The birds chirped, there was the gentle whirring of the windmill . . . and the bellering from the heifer with my soft crying.

It seemed as if we’d been left, stranded on a deserted island, for days.

“Hurry, hurry,” I whispered to my father, as if to somehow reach him with my psychic ability.

And then, it all happened. It wasn’t violent, it wasn’t awful. Sure, it was incredibly gross. But right then and there, I witnessed my first real miracle.

Through my wet lashes, I saw the small black and white spots emerge. Legs, some more body parts, even more body parts, and then with one fluid movement, an entire calf emerged. I couldn’t feel my heart beat, I was so incredibly stunned by what I was seeing. I couldn’t even begin to wrap my brain around it.

He hit the ground and she quickly went into mother mode. The two black and white animals knew exactly what to do, they knew each other intimately. They didn’t need my dad, or a veterinarian, or even me as the crying coach.

I was exhausted, probably more exhausted than the heifer. I leaned against the gate in utter relief. Then another wave of comfort came over me as I saw the dirt a’flyin’ down the road as Dad made his way to the South Place.

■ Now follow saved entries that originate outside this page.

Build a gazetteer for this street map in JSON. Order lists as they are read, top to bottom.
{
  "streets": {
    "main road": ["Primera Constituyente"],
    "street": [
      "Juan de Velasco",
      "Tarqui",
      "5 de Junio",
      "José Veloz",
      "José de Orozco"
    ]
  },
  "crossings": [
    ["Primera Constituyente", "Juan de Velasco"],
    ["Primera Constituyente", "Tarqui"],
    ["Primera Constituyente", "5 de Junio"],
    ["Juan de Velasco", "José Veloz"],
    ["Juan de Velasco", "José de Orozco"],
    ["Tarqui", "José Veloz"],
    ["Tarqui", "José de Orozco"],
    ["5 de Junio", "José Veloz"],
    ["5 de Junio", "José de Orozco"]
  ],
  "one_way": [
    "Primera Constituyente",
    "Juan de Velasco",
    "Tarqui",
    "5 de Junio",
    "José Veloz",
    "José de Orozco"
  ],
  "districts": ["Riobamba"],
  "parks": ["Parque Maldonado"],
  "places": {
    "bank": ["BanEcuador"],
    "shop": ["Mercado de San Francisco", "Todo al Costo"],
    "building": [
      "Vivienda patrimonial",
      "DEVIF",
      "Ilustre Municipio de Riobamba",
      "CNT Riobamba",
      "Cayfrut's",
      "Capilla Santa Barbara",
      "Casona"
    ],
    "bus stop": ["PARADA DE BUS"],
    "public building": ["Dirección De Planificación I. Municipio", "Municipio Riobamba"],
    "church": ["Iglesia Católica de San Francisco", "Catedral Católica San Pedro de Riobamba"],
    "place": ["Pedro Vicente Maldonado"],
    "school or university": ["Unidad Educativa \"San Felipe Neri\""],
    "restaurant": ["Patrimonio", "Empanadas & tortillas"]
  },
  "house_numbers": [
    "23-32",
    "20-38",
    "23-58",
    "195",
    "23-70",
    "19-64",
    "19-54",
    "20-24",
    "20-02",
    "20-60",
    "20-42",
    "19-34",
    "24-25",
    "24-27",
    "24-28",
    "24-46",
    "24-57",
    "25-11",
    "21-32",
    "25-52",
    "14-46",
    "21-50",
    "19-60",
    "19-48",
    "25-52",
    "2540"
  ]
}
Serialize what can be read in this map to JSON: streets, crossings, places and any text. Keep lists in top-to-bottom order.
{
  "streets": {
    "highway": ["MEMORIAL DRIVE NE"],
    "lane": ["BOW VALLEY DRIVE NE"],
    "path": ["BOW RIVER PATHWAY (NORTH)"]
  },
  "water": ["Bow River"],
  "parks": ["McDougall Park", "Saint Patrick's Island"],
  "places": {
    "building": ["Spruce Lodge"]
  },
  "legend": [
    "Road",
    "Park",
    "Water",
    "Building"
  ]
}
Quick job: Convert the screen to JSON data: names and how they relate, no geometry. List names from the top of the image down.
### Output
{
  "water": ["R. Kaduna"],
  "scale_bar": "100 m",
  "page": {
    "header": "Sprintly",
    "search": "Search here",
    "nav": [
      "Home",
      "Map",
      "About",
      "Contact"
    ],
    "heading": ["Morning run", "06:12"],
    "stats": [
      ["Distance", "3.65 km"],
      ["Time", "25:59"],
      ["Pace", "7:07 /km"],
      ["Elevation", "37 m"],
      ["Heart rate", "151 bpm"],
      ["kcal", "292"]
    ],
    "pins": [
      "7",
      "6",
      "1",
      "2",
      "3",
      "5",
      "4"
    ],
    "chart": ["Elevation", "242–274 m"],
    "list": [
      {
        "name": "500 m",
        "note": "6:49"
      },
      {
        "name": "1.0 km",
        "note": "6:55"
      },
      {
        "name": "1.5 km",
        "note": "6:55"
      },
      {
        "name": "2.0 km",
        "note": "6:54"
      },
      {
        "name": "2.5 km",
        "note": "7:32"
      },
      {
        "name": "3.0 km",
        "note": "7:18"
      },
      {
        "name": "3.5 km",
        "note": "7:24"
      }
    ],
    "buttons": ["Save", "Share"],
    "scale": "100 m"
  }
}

I waved my arms in the air as he entered the pasture. He stared at me through the windshield, wondering what on earth was wrong.

“She had a calf while you were gone!” I screamed, now laughing and talking so fast even I couldn’t understand what I was saying.

“Well, I’ll be darned!” said the cattle expert in Wrangler jeans. “I can’t believe I didn’t see that coming. And I wasn’t even gone an hour.”

I rambled on and on, while my father just laughed and lifted his Pheasants Forever cap in order to scratch his head.

“He’s a big bull calf,” he said. Then, in maybe one of the most tender moments I ever had with my father, he reached out and gently tugged on one of my pigtails. “You did a good job.”

I was stunned by his compliment. I hadn’t done anything — the only thing I did was lean against that gate with my wide, wet eyes watching nature happen before me. Oh, I guess I prayed pretty hard.

“Come on, let’s get them home,” he said. After fixing the gate, we did.

Sure, I saw plenty of black and white calves come into the world after that – but there’s nothing like the first time.